Alejandro Aravena Decorates the Giardini and Arsenale's Foyers With 100 Tons of Trash

The renowned architect takes over the Venice Biennale with leftovers from last year’s exhibition.

Renowned Chilean architect Alejandro Aravena — who recently bucked tradition by releasing his celebrated housing designs for free — was the perfect choice to serve as the director and curator of the Venice Biennale 2016’s architecture section. Having taken home this year’s coveted Pritzker Architecture Prize — awarded annually “to honor a living architect or architects whose built work demonstrates a combination of those qualities of talent, vision and commitment, which has produced consistent and significant contributions to humanity and the built environment through the art of architecture” — Aravena opened this year’s installment of the Venice exhibition with a show-stopping display: he filled the Giardini and Arsenale’s foyers with 100 tons of trash.

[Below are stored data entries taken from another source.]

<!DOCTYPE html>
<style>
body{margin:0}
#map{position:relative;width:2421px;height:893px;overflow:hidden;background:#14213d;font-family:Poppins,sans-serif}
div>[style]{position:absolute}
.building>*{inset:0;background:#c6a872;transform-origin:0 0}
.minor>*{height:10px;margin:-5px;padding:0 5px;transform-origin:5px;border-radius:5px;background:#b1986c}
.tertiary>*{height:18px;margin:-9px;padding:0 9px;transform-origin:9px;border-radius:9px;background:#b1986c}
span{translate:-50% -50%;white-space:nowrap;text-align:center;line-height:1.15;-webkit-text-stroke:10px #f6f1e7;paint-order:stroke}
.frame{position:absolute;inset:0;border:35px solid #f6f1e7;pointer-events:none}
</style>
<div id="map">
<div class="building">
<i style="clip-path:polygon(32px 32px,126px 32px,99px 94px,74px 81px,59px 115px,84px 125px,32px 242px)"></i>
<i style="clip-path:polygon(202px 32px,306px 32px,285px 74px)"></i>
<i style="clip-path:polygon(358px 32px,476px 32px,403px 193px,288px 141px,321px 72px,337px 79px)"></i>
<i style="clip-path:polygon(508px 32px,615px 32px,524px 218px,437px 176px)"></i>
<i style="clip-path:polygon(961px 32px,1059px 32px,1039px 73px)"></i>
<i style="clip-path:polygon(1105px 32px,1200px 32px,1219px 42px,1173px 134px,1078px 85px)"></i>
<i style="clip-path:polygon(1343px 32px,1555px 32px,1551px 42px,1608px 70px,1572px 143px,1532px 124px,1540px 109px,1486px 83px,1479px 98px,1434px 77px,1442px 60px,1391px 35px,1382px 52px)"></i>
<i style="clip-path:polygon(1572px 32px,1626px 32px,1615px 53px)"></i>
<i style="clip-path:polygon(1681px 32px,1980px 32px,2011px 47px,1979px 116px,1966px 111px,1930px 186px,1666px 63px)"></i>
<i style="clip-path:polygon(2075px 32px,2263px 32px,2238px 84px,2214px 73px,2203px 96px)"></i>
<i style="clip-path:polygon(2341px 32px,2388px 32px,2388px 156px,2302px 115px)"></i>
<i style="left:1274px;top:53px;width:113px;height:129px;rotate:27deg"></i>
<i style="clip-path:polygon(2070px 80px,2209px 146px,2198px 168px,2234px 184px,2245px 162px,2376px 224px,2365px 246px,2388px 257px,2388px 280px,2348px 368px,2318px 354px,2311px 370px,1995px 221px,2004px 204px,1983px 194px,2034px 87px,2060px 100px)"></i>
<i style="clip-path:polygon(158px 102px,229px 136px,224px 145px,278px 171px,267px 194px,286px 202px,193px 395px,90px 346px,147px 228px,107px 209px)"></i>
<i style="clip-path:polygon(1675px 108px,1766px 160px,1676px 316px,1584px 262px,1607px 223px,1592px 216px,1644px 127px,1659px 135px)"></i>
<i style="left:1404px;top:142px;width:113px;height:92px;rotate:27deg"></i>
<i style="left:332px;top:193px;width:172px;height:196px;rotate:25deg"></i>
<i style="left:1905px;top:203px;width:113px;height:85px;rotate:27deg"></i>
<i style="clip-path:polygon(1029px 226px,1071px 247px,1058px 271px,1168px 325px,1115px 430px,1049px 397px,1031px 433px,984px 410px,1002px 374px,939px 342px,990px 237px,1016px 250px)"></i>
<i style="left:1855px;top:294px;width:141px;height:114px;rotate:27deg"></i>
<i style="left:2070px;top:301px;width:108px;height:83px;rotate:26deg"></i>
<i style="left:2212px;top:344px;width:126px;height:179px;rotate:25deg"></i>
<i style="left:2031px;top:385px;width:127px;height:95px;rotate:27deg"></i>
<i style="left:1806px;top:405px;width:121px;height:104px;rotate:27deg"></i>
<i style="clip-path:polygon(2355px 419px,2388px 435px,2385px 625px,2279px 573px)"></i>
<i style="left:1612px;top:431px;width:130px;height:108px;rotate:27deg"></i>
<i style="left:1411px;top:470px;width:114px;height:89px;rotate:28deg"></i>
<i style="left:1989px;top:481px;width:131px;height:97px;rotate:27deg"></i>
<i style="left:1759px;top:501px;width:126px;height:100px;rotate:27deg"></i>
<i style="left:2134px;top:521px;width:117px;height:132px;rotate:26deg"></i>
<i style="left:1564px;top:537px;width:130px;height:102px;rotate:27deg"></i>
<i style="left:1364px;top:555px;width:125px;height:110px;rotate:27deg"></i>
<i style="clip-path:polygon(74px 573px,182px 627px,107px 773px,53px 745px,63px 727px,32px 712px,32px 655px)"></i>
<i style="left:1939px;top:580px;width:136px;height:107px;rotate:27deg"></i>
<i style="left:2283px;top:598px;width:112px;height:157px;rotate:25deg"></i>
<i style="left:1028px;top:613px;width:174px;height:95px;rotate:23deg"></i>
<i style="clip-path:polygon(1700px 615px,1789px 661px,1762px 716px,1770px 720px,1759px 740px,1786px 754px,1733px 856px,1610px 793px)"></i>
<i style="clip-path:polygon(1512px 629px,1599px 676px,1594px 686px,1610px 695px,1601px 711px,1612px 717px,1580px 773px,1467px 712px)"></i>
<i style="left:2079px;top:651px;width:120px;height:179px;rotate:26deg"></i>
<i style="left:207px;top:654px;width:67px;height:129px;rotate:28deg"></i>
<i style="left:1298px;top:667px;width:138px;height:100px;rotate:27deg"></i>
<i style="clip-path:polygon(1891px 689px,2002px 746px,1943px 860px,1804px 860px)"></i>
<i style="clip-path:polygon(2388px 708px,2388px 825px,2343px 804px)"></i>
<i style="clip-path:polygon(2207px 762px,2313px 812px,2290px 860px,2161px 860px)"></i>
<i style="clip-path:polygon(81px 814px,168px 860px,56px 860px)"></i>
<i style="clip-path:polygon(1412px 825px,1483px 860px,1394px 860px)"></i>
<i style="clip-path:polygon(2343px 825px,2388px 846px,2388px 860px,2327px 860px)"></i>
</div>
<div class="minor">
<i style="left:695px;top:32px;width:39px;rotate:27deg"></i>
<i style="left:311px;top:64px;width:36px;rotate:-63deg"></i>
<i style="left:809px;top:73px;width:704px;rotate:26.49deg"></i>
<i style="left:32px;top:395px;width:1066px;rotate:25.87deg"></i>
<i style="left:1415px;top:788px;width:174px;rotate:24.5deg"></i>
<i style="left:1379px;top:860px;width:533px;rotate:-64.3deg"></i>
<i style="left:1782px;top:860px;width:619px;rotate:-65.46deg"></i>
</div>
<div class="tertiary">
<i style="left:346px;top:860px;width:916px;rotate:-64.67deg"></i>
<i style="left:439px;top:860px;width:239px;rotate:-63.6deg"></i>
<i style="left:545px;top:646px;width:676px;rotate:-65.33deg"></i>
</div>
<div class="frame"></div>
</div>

Don’t let the idea fool you, however: the Venetian space doesn’t exactly evoke the look of a landfill. Instead, streamer-like chrome scraps elegantly descend from the ceiling while 107,000 square-feet of drywall — all of which are leftovers from last year’s Venice Biennale — give a stucco treatment to the walls. According to Aravena, the point of the artful recycling was to show that “constraints should not prevent architects from inventiveness.” Said Aravena, “Value is not based on the quality of material, but on creative and distinctive use instead.”

Ultimately, the space is the perfect continuation of the architect’s own design ethos: dubbed “incremental design,” Aravena’s signature method is hallmark to purposely unfinished structures, each of which typically allows its tenants to customize their respective units as they see fit.

This year’s Venice Biennale exhibition opened May 28 and will remain on display through November 27.